It is a tumultuous time for the self-driving program from Uber.
After the March death of pedestrian in Arizona caused by one of its autonomous vehicles, the company has found itself on the defensive, briefly shutting the doors on development of the program as well as laying off a number of staff as it re-assessed its platform.
Now the company has announced it will scuttle its autonomous truck program, which was in the works in parallel to what it was doing with its self-driving cars, in order to exclusively work on its autonomous cars.
Employees who were focused on building the self-driving truck program will be shifted to work on areas in comparable roles. If those roles are not available, Uber said it will either relocate those employees or offer separation packages.

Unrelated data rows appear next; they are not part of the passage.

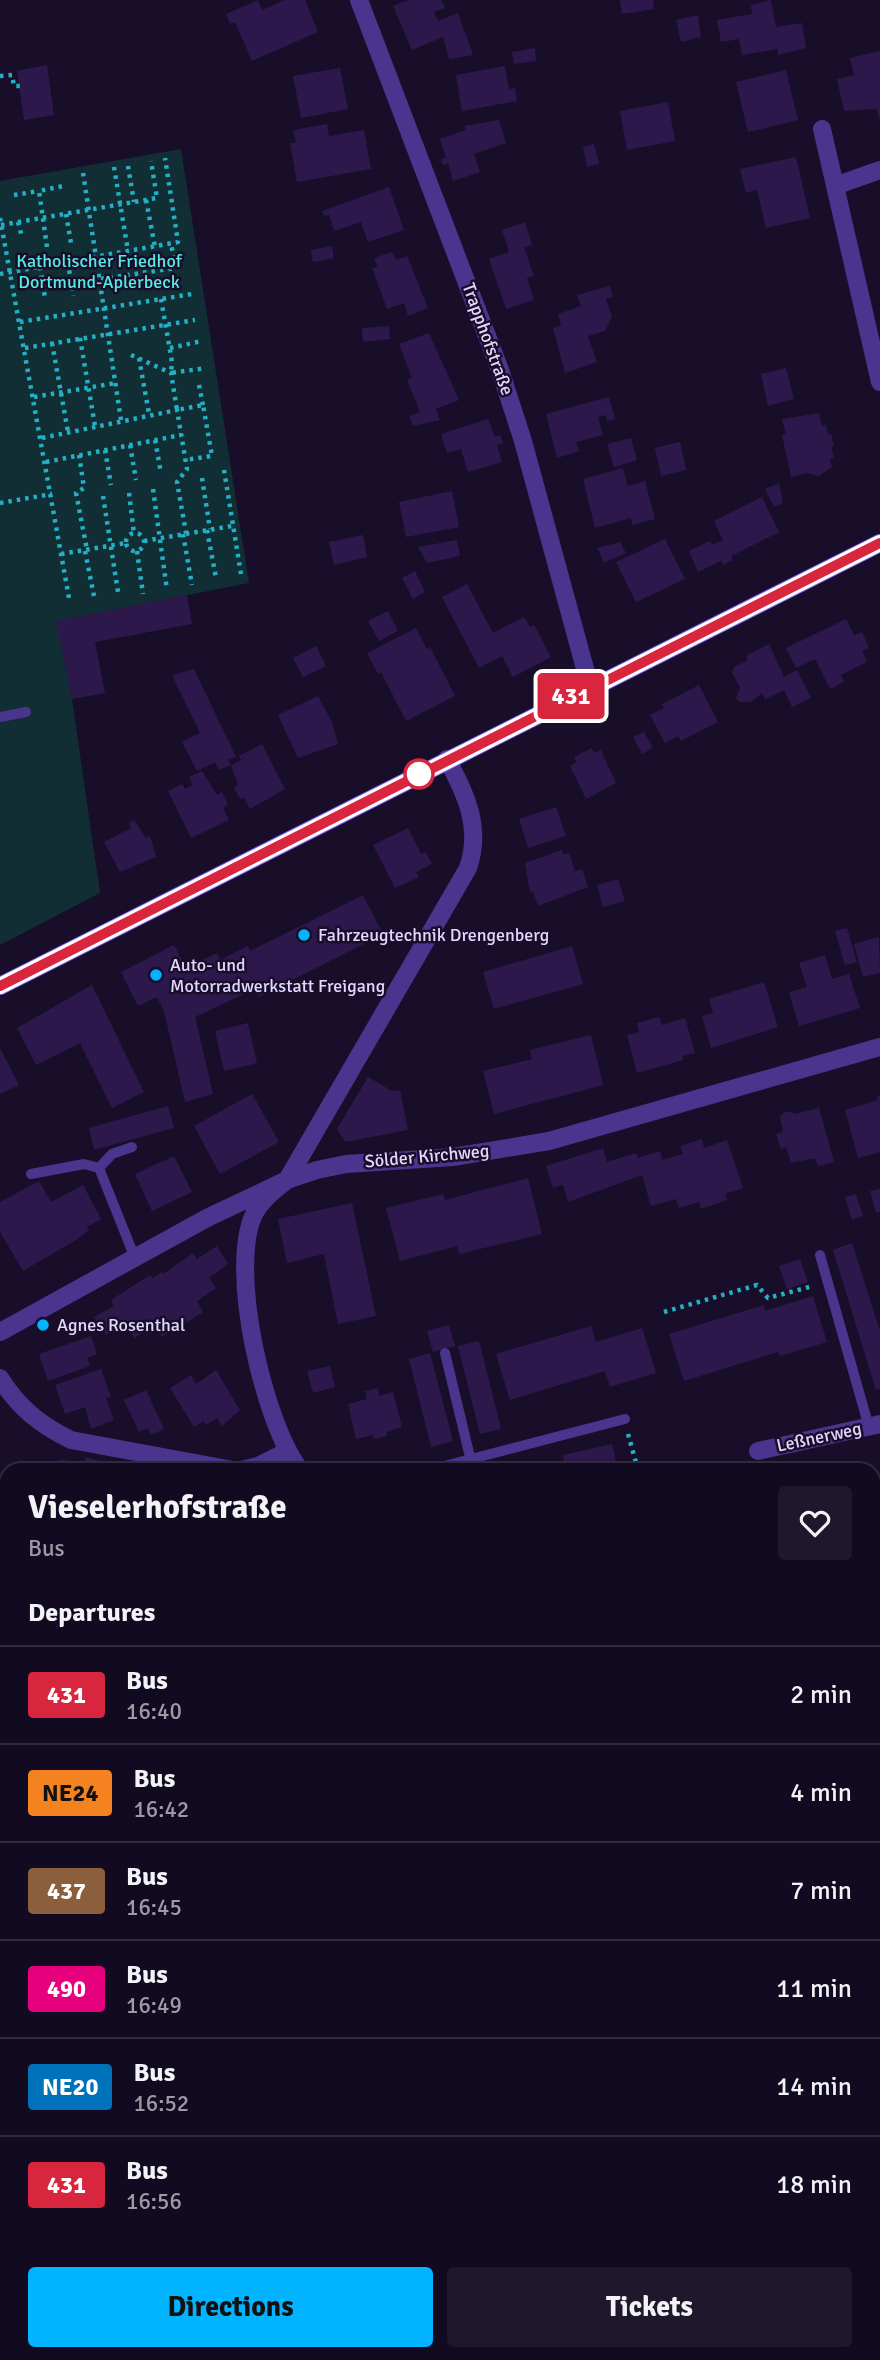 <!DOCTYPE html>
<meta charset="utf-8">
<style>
:root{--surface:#120a20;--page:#1f182d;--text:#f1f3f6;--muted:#9c9aa5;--line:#312b3e;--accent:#02b4ff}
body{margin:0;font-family:Signika,sans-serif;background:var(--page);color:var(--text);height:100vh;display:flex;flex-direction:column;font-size:26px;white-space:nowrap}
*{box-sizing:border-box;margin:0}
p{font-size:23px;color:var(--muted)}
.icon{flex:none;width:38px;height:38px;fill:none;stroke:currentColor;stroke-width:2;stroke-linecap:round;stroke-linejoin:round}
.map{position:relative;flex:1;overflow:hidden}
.details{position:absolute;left:0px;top:1463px;width:880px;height:898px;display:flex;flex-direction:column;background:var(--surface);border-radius:21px 21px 0 0;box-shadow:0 4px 10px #0003,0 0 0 2px var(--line)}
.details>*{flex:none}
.badge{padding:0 14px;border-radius:5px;font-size:24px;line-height:46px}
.map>.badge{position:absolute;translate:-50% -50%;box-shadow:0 0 0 4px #fff}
h2{padding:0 28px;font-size:26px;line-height:63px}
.round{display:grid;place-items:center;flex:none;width:74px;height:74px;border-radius:7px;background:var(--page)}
.head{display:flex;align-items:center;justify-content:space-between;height:119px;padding:0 28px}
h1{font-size:33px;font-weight:800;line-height:52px}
.cta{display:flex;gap:14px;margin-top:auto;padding:14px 28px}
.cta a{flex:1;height:80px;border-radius:7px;background:var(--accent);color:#111;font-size:28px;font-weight:800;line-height:80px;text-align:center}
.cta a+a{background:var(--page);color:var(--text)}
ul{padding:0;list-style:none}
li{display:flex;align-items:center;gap:21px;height:98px;padding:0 28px;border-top:2px solid var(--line)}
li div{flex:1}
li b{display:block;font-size:26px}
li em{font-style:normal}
li .badge{min-width:77px;font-weight:700;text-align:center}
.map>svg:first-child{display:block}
</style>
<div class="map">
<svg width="880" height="2360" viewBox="0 0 880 2360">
<rect width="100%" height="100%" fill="#180e2a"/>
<!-- green -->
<path fill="#102e34" d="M181 149 249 583 57 621 72 699 100 893 0 945V181Z
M876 1759 880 1772V2086L873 2088V1761Z
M7 2261V2354H82L59 2360H0V2263Z
M873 2283 880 2310V2360H735L734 2354H873Z"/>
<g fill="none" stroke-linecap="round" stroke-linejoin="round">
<!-- stream -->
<path stroke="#05114b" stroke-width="8" d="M873 2047 880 2046
M0 2305 7 2304"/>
</g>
<!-- building -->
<path fill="#2d184c" d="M258 0 262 10 285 0H305L318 32 252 61 235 22 230 24 226 14Z
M408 0H441L445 8 434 12 438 21 458 13 473 55 449 59 443 37 412 50 393 6Z
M620 0H653L654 9 622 14Z
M771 0 776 27 802 23 806 48 778 55V49L742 55 739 39 721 42 717 20 752 14 751 5Z
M698 15 701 37 681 42 676 20Z
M535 48 536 61 514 64 512 52Z
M880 51V120L876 109 844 111 837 79 854 75 850 58Z
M47 65 54 115 24 120 17 71Z
M505 66 509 89 515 88 517 101 462 111 456 75Z
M340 68 348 109 301 118 293 76Z
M786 70 798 120 748 132 736 82Z
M668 102 675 141 627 150 620 111Z
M499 120 506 143 474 154 480 172 453 181 448 163 443 165 441 159 446 157 440 139 466 130 465 126Z
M327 124 329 136 364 130 371 169 297 182 290 143H296L293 130Z
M594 144 599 164 587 167 583 147Z
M796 157 810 218 766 228 757 190 746 193 740 169Z
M389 187 404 230 368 242 361 222 334 231 329 215 324 216 322 211Z
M525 222 532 245 524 247 534 276 527 278 534 300 506 309 489 259 509 252 502 230Z
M332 246 334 258 313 262 311 250Z
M392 252 396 260 407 256 428 308 408 316 404 303 387 309 372 268 378 267 374 258Z
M610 286 613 297 606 299 612 317 605 331 588 336 597 362 565 373 553 328 561 325 558 314 581 306 577 295Z
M389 326 390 339 363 342 362 328Z
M429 333 459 400 436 409 440 420 413 426 409 416 420 412 407 380 412 378 399 344Z
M786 368 794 399 768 406 761 374Z
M609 397 615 419 607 421 606 415 598 417 603 435 576 442 579 451 557 458 546 414Z
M819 413 822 426 826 425 828 435 831 434 834 446 831 447 834 458 830 459 832 467 819 476 807 473 791 477 782 435 786 434 782 419Z
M488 419 495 437 500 435 503 443 497 445 502 462 468 472 461 449 447 453 441 434Z
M631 438 637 460 614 467 607 444Z
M680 442 686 470 661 476 655 448Z
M623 468 628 486 645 481 655 519 632 525 631 518 595 528 583 479Z
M779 483 783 503 774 507 765 489Z
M452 491 459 527 406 537 399 502Z
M762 497 779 532 731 556 733 560 723 565 721 561 698 572 689 551 710 541 712 545 723 540 714 521Z
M363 535 367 557 334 565 329 542Z
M665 539 685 579 636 602 616 562Z
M457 540 460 556 427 563 418 547Z
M620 542 626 553 604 563 597 548Z
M415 571 425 592 413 599 402 578Z
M467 584 493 633 524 617 530 627 534 625 551 657 513 677 502 656 479 668 442 597Z
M187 595 192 624 95 642 105 693 72 699 56 621Z
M388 611 398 631 379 641 368 621Z
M846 619 854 635 862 632 869 648 862 651 867 662 841 675 844 682 830 689 815 659 796 668 786 648Z
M416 628 427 649 430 647 455 696 406 721 381 672 378 674 367 653Z
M769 644 784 677 797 670 811 698 792 707 784 690 765 699 762 693 751 702H739L736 698 740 688 732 672 734 667 747 661V655Z
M316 646 326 666 303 677 293 658Z
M194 669 236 757 228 760 231 765 219 770 215 762 197 771 182 742 200 733 172 675Z
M699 685 718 722 681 741 678 736 665 743 650 715 664 708 662 704Z
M318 696 332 722 338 744 298 758 278 715Z
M644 732 653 748 642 754 633 737Z
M262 744 285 789 250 809 244 798 240 799 234 787 238 785 231 765 241 760 239 756Z
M592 748 594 753 601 750 616 783 586 799 570 766 577 762 574 757Z
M202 771 217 795 222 792 228 805 223 808 229 820 191 838 168 791 182 784 185 789 193 785 189 777Z
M556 807 566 836 528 848 519 819Z
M134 820 146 838 150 836 156 857 120 872 104 842 131 828 129 823Z
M408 828 421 854 426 852 432 864 416 872 419 877 395 888 373 845Z
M562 850 564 855 569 853 575 871 582 869 588 887 538 906 533 891 530 892 525 863Z
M618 879 625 901 603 907 597 885Z
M363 895 383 934 259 997 255 989 195 1017 213 1094 185 1102 164 1011 157 997 138 1006 121 972 174 945 186 968 217 953 220 960 248 946 250 951Z
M847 928 857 962 845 965 835 931Z
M879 937 880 973 863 977 854 944Z
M572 946 583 984 494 1009 483 972Z
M825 955 832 979 849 974 860 1008 799 1026 789 992 807 987 799 963Z
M764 982 778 1027 711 1048 702 1016 713 1013 709 999Z
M92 985 144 1092 112 1108 80 1043 36 1065 17 1028Z
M659 1017 662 1025 685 1018 695 1053 682 1056 683 1060 637 1073 627 1035 639 1032 637 1023Z
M248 1023 257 1063 224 1071 215 1031Z
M591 1035 603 1085 494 1114 483 1071 532 1059 530 1050Z
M0 1048 19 1085 0 1094Z
M368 1077 392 1091 400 1090 408 1130 345 1142 337 1129Z
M252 1094 279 1142 220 1174 194 1126Z
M880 1095V1152L858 1158 845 1110 878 1100 877 1096Z
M168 1106 174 1128 94 1150 89 1128Z
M819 1108 834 1162 818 1166 815 1158 791 1163 786 1147 781 1149 776 1134 783 1132 780 1116 786 1111 795 1114Z
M702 1139 704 1148 727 1140 743 1188 725 1194 727 1200 701 1209 699 1202 679 1208 676 1199 651 1206 642 1175 568 1202 563 1185 553 1188 546 1166 603 1148 607 1162 636 1153 638 1158 660 1151 662 1160 683 1154 680 1146Z
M174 1156 192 1192 152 1211 135 1174Z
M528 1178 542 1234 459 1254 457 1246 400 1261 386 1208 443 1194 445 1200Z
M39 1181 51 1202 83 1185 101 1219 87 1227 89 1230 76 1240 23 1271 0 1232V1202Z
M880 1189V1212L876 1213 870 1191Z
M856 1194 863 1216 852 1220 845 1197Z
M352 1203 376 1316 338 1324 324 1254 287 1263 278 1219Z
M852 1243 880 1331V1389L876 1390 833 1250Z
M217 1246 228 1264 209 1278 216 1288 197 1301 203 1312 183 1325 177 1316 181 1325 162 1337 153 1326 135 1338 125 1324 106 1335 94 1317 114 1306 111 1300 150 1275 152 1278 162 1272 163 1274 193 1253 197 1259Z
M800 1259 808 1282 787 1289 779 1266Z
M813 1296 827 1342 780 1356 778 1352 684 1381 669 1334 764 1305 765 1311Z
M449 1325 455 1346 433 1352 427 1331Z
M591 1326 596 1342 642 1328 656 1373 610 1387 605 1371 510 1400 496 1354Z
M91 1336 97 1354 87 1358 90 1366 48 1381 39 1354Z
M479 1341 501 1429 480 1434 458 1346Z
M430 1353 453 1441 431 1447 409 1359Z
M330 1366 335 1387 313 1393 307 1371Z
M101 1369 111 1397 106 1398 114 1420 91 1429 85 1407 65 1414 55 1385Z
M216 1370 240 1410 222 1426 217 1418 206 1425 203 1421 194 1427 170 1388 191 1375 196 1384Z
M378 1388 379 1396 393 1392 402 1427 386 1432 387 1436 374 1439 373 1435 356 1439 348 1404 367 1399 365 1391Z
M146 1390 164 1429 151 1435 148 1428 139 1432 124 1400Z
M612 1444 618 1470H527L564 1460 563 1455Z
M86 1457 131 1470H18L19 1460 58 1468 60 1459 84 1465Z
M0 1481 7 1482V1537L0 1536Z
M880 1487V1554L873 1555V1488Z
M7 1870V1900L0 1889V1877Z
M7 2024V2071L0 2074V2027Z
M7 2146V2193L0 2197V2149Z
M880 2156V2181L873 2183V2158Z
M873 2310 880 2331 873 2334Z
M204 2354H242L241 2360H204Z
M284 2354H330V2360H284Z
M368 2354H413V2360H367Z
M435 2354H479V2360H435Z
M634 2354H677V2360H635Z
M751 2354H817L818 2360H752Z"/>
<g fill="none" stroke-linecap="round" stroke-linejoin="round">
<!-- path -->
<path stroke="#24afc5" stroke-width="4.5" stroke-dasharray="3.5 5" stroke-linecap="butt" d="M0 76 12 75 14 86H20
M128 166 134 202
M114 167 128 251
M83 173 121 420
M14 195 39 191
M146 200 155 247
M66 214 71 243
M0 218 69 598
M18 222 22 237
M1 225 157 198 151 161
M47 247 39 191 63 186
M68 262 73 296
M40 267 45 298
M0 274 178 242 165 158
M101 279 176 268 171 244
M161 299 172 362 171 373 206 368
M20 322 192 294
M80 338 95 426
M52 343 68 432
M25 348 195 320
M170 348 202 341
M131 355 171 373 177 410 203 405 212 456 185 460
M139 358 149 414
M199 385 203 405
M34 397 116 383
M42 438 177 410 187 469 177 482 186 533
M155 440 161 473
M130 445 136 480
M105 450 111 485
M79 455 84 488 76 493 87 550
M46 462 181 435
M224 470 241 574
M202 478 210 529
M153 489 167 590
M129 493 134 534
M103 496 118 592
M0 503 52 494
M207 530 216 578
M126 542a9 9 0 1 1 18 0a9 9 0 1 1-18 0Z
M183 534 192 585
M144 541 232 526
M85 551 94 596
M137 551 143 594
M61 554 126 543
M664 1312 757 1285 768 1298 813 1286
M628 1434 638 1470
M731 1470 741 1462
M0 2007 7 2004
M873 2010 880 2008
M873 2096 880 2094
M0 2131 7 2129
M873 2201 880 2200
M0 2276 7 2274
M0 2358 10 2354
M856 2360 880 2353"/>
<!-- lane -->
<path stroke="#49358d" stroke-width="10" d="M0 717 26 712
M99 1168 112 1154 132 1147
M31 1174 84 1164 99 1168 135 1258
M820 1255 869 1427
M445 1353 470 1457
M429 1470 625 1419"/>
<!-- street -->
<path stroke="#49358d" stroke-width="18" d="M359 0 500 370 523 441 590 687
M822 129 880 382
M835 186 880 170
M0 1332 207 1218 287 1180 317 1170 346 1164 453 1157 549 1141 880 1047
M0 1378C18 1407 40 1425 71 1440L233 1470
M758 1451 880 1424
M242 1470 258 1466 286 1452
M300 1470C264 1423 228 1270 254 1214 262 1199 275 1190 287 1180L468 868C482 828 466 794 447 759
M873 1722 880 1717
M0 1821 7 1811
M0 1935 7 1948
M712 2354 713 2360"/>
<!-- secondary -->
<path stroke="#8e6dff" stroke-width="18" d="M0 986 880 543"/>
</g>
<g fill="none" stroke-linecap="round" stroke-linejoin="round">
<!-- line casing -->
<g stroke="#fff" stroke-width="16">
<path id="line" d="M0 986 880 543"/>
</g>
<!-- line -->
<use href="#line" stroke="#d7263d" stroke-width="10"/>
</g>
<!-- markers -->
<circle fill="#fff" stroke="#d7263d" stroke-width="3.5" cx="419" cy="774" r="14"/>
<g fill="#02b4ff" stroke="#180e2a" stroke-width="2.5">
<circle cx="304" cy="935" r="7"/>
<circle cx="156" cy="975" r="7"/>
<circle cx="43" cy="1325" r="7"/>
</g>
<g text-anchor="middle" stroke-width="5" stroke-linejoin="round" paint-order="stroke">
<!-- park labels -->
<g font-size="18" fill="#57ebe3" stroke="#180e2a">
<text x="99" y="267">Katholischer Friedhof<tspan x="99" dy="21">Dortmund-Aplerbeck</tspan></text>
</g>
<!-- street labels -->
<g font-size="18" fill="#e3d6ff" stroke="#180e2a">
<text transform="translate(488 339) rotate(70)" y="6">Trapphofstraße</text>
<text transform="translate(427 1156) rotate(-5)" y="6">Sölder Kirchweg</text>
<text transform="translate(819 1437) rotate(-12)" y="6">Leßnerweg</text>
</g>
<!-- poi labels -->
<g font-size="18" fill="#e3d6ff" stroke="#180e2a" text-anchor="start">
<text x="318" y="941">Fahrzeugtechnik Drengenberg</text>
<text x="170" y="971">Auto- und<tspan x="170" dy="21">Motorradwerkstatt Freigang</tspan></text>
<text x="57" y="1331">Agnes Rosenthal</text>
</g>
</g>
</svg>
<b class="badge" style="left:571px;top:696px;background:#d7263d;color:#fff">431</b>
<section class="details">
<div class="head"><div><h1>Vieselerhofstraße</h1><p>Bus</p></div><a class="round"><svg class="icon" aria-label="heart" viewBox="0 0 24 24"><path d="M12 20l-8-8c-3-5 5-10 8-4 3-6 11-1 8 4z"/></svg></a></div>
<h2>Departures</h2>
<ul>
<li><span class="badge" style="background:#d7263d;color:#fff">431</span><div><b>Bus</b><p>16:40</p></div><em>2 min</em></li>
<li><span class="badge" style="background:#f58220;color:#111">NE24</span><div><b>Bus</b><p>16:42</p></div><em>4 min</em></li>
<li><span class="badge" style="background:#8b5e3c;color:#fff">437</span><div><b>Bus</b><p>16:45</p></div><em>7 min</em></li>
<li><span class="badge" style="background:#e6007e;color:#fff">490</span><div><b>Bus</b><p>16:49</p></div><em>11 min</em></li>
<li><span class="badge" style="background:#0072bc;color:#fff">NE20</span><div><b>Bus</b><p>16:52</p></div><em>14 min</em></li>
<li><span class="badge" style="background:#d7263d;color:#fff">431</span><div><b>Bus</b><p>16:56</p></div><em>18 min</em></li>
</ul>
<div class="cta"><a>Directions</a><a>Tickets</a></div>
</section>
</div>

“We’ve decided to stop development on our self-driving truck program and move forward exclusively with cars,” said Eric Meyhofer, head of Uber Advanced Technologies Group, in a statement.
Recently, Uber began testing its self-driving cars again after months of halting the pilot programs in Arizona, California, Canada and Pennsylvania. Uber said it will continue to work on its in-house lidar technology, which is seen as one of the major technologies that will enable self-driving cars to operate.
Meyhofer said the move to discontinue work on autonomous trucks would allow the company to focus the entire team’s energy toward a common goal of bringing self-driving cars to reality.
Part of the motivation for discontinuing its self-driving truck line may have come from increased competition in the market from Waymo, Google’s autonomous driving division, that just this year began testing cargo hauling, and Daimler, which is focusing its own efforts toward autonomous trucks. This doesn’t even include startups such as Starsky Robotics, which plans to put in place driverless deliveries by the end of the year, and Embark, which recently drove an automated truck across the U.S.
Uber’s self-driving truck business caught headlines nearly two years ago when it became one of the first companies to demonstrate self-driving trucks in the form of an Anheuser-Busch delivery vehicle that hauled more than 50,000 cans of Budweiser on a 120-mile journey in Colorado.